Alcohol giant takes sober leap for parenthood

An alcoholic beverage company has changed its paternity and maternity leave policy
An alcoholic beverage company has changed its paternity and maternity leave policy

An alcoholic beverages company has announced a new paternity and maternity policy regime that has been hailed as progressive just in time for Women's Day.

Global spirits giant Diageo which owns popular alcoholic brands such as Tanqueray, Ciroc and Johnnie Walker said it will be providing 26 weeks of maternity and four weeks of paternity leave for all its employees on full pay.

This will also be applicable for couples in same sex relationships and parents who have adopted their children.

Currently, men are able to claim between three to 10 days of paternity leave. Gay men and adoptive parents were also recently granted 10 days leave through the Labour Laws Amendment Bill.

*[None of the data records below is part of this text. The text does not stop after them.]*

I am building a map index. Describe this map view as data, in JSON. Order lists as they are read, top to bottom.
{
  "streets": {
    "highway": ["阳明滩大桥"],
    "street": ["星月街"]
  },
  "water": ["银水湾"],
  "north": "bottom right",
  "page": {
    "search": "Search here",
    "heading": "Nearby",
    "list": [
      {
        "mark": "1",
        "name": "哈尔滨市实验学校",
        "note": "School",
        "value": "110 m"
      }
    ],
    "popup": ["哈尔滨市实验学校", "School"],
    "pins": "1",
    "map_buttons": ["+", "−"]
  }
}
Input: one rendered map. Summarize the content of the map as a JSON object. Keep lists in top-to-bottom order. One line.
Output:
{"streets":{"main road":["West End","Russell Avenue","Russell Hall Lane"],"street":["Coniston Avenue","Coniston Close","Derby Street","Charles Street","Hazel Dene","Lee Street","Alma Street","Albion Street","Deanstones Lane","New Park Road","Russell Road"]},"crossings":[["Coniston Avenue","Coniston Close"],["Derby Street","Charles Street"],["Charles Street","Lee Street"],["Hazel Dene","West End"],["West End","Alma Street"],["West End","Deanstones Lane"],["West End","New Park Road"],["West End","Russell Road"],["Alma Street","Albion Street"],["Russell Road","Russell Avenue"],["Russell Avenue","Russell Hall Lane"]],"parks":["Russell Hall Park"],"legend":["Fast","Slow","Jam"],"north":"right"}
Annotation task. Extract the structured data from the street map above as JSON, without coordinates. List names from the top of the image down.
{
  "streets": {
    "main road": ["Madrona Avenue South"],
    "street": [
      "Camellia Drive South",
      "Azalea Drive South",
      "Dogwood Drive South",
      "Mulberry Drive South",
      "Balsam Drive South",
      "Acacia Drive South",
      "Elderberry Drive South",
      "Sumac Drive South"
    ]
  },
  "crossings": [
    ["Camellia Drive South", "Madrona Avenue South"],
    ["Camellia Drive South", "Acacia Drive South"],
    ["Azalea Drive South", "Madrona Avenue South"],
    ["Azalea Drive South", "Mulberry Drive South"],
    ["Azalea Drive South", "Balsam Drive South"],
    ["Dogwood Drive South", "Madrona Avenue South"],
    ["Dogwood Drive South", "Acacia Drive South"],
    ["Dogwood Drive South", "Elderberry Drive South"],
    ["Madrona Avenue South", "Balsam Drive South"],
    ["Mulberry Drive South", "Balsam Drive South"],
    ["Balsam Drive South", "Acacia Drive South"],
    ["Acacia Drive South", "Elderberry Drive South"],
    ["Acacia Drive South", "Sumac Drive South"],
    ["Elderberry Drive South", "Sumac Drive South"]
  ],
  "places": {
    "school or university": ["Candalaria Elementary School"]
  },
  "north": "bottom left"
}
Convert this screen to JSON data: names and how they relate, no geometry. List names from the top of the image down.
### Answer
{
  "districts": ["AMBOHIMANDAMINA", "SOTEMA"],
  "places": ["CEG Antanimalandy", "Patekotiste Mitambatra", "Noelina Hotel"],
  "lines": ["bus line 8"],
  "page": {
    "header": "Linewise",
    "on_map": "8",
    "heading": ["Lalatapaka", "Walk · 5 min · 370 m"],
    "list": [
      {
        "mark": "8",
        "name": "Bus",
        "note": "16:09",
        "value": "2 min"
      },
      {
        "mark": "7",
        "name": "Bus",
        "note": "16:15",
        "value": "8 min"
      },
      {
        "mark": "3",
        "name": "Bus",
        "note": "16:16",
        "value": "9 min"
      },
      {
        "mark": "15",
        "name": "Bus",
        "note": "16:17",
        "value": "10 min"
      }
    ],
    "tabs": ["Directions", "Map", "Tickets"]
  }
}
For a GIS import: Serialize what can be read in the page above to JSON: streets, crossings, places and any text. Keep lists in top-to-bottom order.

Nomxolisi Sikhondze, 33, is one of the first mothers to benefit from Diageo's 26 weeks maternity leave policy.

"As a first-time mom, I really wanted to take 6 months off to get the hang of it. So I was busy navigating my annual leave to see how far it could take me after exhausting paid maternity leave. I guess the universe conspired in my favour," she said.

Sikhondze, who is employed as legal counsel, said she will be able to bond with her child and set a solid foundation before hiring someone she can trust to look after her child.

Kabelo Chabalala, the founder of the Young Men Movement, said the increase in paternity leave will allow fathers to bond with their children in the early days of their arrival.

"We undermine how tired mothers get and the pressure they are put under. It will allow for men to be present and this will surely make a difference, maybe it will make men more active in their children's lives," he said.

Siya Khumalo, the author of You have to be gay to know God, said the inclusion of the LGBTI should have been normalised a long time ago.

"It depends on how you look at it. I'm not speaking for the whole LGBTI community, and I don't have much detail on the announcement; I am learning about the situation as it develops. From a workplace equality perspective, it's only fair when the benefits availed to cis-heterosexual employees are extended to the LGBTI community," said Khumalo.

"Unequal rights sends out a toxic message - that heteronormativity is the norm, and some employees are more equal than others. This move shouldn't even be a new thing to be announced; it should have been a given all along."